Saturday, May 29, 2010

The Number of our Days



There was a lot going on in town today. It was the annual Bluey Day. It’s a day, when in sympathy for those who undergo chemotherapy, and, as a result, lose their hair, people young and old voluntarily shave their heads. In preparation for today, my grandson's 11-year-old friend dyed his hair bright pink a month ago. Both of his grandmas had breast cancer and one died from it.

A couple of weeks ago, he sent me an e-mail, asking if I would like to sponsor him, and I said yes, of course I would. Today when we arrived at the shearing station to cheer him on, he was $1.70 short of having raised $2010. The significance of the amount did not escape us, and I hunted through my change for the $1.70. When his turn came, we watched as the volunteer from the hair salon ploughed a path from his forehead to the nape of his neck with her electric cutter. After his head was shaved, we took pictures of the kids with him. Well done!

Another event today was the annual Relay for Life, a fundraiser that takes place in towns and cities large and small all across the nation. The junior high school track is the site for this 10-hour walk, with teams sporting names such as the Chemo Queens, Gunning for Cancer, and the Rootin’, Tootin’, Shootin’ for Pink Mountain Mamas. On the Memory Board, participants can post photos of those who have died from cancer. The closing ceremony, with more than a thousand luminaries (a white paper bag decorated with the name of someone who has survived or died from cancer; a tea light candle is placed inside the bag) lining the edge of the track is quite moving. The word HOPE is spelled out with luminaries. We walk a silent lap and remember.

How much time and money will it take before cancer is beaten? I don’t know . . . but these events remind me that we are not God . . . and neither is cancer.

It is God who gives us our breath. When we leave this earth, it is not some random accident. Our life is in God’s hands. He knows the number of our days.

Our hope is not in research funding, as needful as that is. It is not in earlier detection, better care, or chemical miracles.

Our hope is our God and our Saviour. Psalm 71:5 says: For you, O Lord, are my hope, my trust, O Lord, from my youth.

On days like today, this comforts me.

Friday, May 28, 2010

The End of An Era

I lost a great friend today.

A long-time friend who loved me with all his heart. I believe there is nothing he would not have done for me.

He was my spiritual father. He preached the gospel to me, the good news of forgiveness and salvation through the death and resurrection of Jesus Christ. He prayed with me as I confessed my sins and received new life in Christ.

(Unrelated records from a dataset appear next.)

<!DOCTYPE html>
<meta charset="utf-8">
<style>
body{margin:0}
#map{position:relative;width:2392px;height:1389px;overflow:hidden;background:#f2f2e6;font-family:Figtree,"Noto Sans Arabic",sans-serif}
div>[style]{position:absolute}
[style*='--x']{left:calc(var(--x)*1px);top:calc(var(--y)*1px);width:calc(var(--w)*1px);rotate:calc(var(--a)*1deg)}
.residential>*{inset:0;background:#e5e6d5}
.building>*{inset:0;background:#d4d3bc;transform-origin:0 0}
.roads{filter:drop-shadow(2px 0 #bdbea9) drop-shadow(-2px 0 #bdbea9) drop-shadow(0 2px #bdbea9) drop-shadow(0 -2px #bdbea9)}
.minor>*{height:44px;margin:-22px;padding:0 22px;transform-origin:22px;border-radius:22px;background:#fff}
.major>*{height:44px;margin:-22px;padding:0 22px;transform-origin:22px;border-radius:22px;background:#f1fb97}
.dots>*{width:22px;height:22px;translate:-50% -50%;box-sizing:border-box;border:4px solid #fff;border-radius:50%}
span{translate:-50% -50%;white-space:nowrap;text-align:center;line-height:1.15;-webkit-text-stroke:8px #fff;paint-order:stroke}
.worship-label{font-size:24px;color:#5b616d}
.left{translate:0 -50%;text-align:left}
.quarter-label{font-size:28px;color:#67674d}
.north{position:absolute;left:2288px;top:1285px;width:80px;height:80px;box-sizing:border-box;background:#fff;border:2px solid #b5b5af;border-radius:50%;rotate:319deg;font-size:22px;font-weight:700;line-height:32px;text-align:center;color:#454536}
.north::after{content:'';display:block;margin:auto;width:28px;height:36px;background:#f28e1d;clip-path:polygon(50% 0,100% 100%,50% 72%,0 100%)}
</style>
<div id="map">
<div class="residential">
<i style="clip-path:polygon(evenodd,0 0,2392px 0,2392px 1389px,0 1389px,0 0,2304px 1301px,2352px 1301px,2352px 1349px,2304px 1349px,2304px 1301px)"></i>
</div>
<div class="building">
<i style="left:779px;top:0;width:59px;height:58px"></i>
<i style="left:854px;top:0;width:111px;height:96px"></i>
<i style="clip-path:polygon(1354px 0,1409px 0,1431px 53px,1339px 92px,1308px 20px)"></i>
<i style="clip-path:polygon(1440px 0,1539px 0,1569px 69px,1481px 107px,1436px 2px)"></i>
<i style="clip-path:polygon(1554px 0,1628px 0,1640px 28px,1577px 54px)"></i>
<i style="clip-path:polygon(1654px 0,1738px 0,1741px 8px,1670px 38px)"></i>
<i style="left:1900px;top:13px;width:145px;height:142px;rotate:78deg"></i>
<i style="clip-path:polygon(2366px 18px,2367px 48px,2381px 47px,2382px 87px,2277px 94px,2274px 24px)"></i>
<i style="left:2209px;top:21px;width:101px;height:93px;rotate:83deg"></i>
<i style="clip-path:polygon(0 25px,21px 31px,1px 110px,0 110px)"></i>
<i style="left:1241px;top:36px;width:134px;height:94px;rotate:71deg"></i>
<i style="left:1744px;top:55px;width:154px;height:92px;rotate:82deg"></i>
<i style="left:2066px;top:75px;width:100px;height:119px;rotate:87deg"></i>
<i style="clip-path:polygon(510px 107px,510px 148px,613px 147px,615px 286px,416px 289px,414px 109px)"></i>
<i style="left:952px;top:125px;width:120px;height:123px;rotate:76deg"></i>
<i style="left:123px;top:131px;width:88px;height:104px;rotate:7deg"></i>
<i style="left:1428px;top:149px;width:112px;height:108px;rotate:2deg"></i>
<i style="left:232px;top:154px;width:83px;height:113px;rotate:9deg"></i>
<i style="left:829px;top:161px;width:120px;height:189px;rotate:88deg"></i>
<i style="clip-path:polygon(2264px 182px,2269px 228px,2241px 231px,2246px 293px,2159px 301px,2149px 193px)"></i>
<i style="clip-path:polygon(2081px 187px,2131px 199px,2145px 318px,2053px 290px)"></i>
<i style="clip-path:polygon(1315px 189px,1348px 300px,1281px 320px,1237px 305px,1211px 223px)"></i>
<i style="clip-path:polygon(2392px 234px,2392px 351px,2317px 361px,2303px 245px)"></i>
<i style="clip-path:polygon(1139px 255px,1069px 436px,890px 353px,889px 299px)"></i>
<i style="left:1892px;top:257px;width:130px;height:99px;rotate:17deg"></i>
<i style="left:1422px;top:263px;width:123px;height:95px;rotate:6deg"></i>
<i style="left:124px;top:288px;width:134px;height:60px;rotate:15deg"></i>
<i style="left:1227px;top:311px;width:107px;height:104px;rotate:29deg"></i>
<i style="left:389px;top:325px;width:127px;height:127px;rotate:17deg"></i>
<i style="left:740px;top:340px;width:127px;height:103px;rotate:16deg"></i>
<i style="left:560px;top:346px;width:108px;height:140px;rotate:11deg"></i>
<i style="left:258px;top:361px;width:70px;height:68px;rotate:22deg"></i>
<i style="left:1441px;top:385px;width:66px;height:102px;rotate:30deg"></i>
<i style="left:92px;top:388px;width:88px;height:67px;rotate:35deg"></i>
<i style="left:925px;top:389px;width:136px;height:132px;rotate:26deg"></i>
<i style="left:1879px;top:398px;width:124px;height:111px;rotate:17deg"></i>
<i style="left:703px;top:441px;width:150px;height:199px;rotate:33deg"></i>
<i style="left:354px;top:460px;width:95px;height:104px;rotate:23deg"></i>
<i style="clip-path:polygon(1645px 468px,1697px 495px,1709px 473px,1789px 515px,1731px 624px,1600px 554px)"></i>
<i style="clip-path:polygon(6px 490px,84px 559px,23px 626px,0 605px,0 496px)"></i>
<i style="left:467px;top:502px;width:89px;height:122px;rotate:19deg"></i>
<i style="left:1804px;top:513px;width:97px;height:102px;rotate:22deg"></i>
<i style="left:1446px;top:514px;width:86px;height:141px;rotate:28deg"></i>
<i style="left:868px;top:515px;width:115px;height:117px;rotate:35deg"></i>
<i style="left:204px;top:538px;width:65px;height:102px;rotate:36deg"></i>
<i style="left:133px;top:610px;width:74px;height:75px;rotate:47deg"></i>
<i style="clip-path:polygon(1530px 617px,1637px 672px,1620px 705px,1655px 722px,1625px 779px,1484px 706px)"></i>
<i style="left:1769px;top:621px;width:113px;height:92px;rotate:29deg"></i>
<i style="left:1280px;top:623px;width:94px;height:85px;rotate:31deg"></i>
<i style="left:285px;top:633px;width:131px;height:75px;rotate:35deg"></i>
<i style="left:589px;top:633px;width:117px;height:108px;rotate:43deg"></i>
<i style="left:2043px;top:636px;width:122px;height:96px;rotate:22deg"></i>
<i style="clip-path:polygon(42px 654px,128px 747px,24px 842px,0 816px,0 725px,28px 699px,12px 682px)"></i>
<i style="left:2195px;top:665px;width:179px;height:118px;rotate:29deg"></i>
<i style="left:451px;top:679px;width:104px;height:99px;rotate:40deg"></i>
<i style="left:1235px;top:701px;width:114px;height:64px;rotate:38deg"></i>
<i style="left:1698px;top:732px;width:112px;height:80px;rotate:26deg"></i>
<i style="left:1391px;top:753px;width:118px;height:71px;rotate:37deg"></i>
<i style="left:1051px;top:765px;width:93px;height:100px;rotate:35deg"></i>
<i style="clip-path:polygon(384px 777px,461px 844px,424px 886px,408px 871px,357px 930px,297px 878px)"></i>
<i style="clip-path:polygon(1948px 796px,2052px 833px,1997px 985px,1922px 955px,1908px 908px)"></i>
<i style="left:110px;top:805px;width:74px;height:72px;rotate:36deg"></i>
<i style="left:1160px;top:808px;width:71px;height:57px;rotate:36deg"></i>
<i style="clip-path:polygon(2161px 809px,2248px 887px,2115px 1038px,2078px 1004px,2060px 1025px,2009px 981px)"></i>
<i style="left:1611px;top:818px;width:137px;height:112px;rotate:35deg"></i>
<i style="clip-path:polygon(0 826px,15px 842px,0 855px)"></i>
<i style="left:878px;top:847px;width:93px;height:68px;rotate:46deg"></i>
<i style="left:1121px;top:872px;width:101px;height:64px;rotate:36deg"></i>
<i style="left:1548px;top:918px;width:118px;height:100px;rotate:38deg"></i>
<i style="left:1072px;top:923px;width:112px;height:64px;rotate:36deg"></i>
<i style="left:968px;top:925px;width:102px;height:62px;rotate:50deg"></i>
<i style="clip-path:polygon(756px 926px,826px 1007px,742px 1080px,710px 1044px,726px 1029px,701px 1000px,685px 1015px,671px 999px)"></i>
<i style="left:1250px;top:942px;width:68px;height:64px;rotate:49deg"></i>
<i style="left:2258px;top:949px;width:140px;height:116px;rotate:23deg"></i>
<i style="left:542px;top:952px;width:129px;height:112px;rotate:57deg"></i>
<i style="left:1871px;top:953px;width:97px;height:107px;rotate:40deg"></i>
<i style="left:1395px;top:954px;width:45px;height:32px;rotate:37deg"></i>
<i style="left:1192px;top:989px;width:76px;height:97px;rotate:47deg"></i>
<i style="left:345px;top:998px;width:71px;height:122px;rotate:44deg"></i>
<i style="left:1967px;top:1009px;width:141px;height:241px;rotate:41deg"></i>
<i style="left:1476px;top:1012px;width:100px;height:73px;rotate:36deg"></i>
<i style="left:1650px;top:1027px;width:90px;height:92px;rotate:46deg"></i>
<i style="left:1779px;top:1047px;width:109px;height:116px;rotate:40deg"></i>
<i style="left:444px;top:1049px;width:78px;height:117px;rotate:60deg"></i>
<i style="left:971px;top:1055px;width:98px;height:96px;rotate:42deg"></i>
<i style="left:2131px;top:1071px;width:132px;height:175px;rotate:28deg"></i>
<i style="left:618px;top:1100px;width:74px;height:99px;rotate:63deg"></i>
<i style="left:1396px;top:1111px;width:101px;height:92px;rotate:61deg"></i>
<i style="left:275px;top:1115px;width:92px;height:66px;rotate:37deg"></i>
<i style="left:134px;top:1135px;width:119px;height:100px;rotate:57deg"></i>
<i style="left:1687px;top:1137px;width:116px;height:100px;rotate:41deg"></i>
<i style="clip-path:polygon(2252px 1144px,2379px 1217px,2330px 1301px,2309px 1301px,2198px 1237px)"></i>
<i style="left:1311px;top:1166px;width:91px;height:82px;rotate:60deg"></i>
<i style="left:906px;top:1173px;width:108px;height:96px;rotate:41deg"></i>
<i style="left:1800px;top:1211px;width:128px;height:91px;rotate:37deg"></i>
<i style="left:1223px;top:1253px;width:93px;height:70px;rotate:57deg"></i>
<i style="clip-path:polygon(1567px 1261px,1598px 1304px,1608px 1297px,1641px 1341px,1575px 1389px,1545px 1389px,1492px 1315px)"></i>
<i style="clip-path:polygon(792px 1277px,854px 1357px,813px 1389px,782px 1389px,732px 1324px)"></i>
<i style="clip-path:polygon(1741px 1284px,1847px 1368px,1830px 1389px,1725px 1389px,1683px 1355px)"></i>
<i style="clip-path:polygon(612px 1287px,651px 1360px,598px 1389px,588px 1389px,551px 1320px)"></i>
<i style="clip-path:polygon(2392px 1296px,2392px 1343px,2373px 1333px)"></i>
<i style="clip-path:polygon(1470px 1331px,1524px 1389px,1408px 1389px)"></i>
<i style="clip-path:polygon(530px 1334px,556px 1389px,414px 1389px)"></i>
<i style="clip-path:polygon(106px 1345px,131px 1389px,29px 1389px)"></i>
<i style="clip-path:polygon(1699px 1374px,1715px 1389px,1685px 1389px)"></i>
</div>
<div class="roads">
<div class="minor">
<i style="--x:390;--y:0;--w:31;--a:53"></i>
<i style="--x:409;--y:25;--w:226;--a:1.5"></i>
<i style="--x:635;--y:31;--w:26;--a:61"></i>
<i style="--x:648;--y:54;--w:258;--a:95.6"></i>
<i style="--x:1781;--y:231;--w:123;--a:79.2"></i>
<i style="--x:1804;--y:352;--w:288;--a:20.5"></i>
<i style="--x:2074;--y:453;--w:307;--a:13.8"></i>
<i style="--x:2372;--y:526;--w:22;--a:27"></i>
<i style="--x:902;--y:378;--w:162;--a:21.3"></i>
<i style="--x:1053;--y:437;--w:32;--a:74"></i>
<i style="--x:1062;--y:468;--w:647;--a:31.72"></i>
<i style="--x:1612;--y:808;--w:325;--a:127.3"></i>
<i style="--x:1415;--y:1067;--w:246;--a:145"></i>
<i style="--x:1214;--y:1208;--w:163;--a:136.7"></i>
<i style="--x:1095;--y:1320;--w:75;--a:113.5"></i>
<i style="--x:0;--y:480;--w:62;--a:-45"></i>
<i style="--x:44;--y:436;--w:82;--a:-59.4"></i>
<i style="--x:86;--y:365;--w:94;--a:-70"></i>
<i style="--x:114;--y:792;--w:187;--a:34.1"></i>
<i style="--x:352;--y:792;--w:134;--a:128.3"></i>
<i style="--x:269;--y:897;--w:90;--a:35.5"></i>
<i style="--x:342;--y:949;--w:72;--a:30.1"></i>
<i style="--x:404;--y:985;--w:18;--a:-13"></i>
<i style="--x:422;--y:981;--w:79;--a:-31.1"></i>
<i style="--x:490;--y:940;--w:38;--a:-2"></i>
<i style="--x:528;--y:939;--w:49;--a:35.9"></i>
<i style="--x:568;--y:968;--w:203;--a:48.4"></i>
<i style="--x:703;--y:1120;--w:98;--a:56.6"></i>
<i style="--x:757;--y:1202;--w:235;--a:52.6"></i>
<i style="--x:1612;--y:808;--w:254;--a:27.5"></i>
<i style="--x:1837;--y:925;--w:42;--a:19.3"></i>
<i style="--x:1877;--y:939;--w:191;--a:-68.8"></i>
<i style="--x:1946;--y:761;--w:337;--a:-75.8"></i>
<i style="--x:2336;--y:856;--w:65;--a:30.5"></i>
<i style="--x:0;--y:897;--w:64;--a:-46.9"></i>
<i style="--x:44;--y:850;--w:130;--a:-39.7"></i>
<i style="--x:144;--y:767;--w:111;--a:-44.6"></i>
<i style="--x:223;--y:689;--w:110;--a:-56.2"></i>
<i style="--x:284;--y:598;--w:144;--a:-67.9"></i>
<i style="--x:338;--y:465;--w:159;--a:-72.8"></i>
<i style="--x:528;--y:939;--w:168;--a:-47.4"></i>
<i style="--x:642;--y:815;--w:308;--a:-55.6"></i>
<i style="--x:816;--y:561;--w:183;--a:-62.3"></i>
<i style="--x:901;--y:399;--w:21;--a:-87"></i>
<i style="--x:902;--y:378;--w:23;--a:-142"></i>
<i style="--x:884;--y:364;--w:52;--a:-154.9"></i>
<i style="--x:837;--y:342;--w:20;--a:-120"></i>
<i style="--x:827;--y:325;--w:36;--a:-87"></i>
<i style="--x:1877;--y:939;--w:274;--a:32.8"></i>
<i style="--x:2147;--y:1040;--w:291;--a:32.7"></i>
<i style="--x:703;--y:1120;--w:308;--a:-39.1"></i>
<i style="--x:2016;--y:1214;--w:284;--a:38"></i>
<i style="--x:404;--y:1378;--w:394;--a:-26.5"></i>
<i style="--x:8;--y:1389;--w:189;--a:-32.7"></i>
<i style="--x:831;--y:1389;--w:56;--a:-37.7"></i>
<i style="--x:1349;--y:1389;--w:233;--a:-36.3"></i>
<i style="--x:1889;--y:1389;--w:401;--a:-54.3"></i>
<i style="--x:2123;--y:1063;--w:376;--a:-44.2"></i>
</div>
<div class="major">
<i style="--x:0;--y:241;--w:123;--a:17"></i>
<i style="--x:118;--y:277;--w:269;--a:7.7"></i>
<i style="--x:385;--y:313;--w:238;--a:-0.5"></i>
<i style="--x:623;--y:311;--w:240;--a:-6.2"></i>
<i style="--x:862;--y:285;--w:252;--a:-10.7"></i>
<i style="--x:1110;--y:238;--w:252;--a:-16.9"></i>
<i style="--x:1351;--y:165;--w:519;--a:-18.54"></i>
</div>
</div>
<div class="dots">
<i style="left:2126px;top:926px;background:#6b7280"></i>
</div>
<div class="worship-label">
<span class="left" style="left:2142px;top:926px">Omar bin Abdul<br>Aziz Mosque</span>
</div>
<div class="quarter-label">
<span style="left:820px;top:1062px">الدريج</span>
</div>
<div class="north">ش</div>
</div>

I first met this man when I was 16. Although he was just over four years older than I was, I always thought he was a lot older. He was already mature in God. He was a leader in Montreal Youth for Christ. This Christian outreach youth group operated in many high schools in Montreal, but, for some reason, was not allowed in to Macdonald High School, where I was in Grade 10. An alternative arrangement was made, and a group began in the home of a member of the local Presbyterian Church. I attended this group because it was in the home of a friend (my boyfriend’s sister’s boyfriend!)

It was there that I first heard the gospel. It was there that I prayed the sinner’s prayer. It was there that I turned my life over to Christ. It was there I received forgiveness.

That was more than forty years ago. In the forty years since that time, I saw that this friend was a man who loved God. He loved the Word of God. He used to joke that he’d forgotten more scripture than most people ever knew. I saw a man who was fervent in his search for the things of God.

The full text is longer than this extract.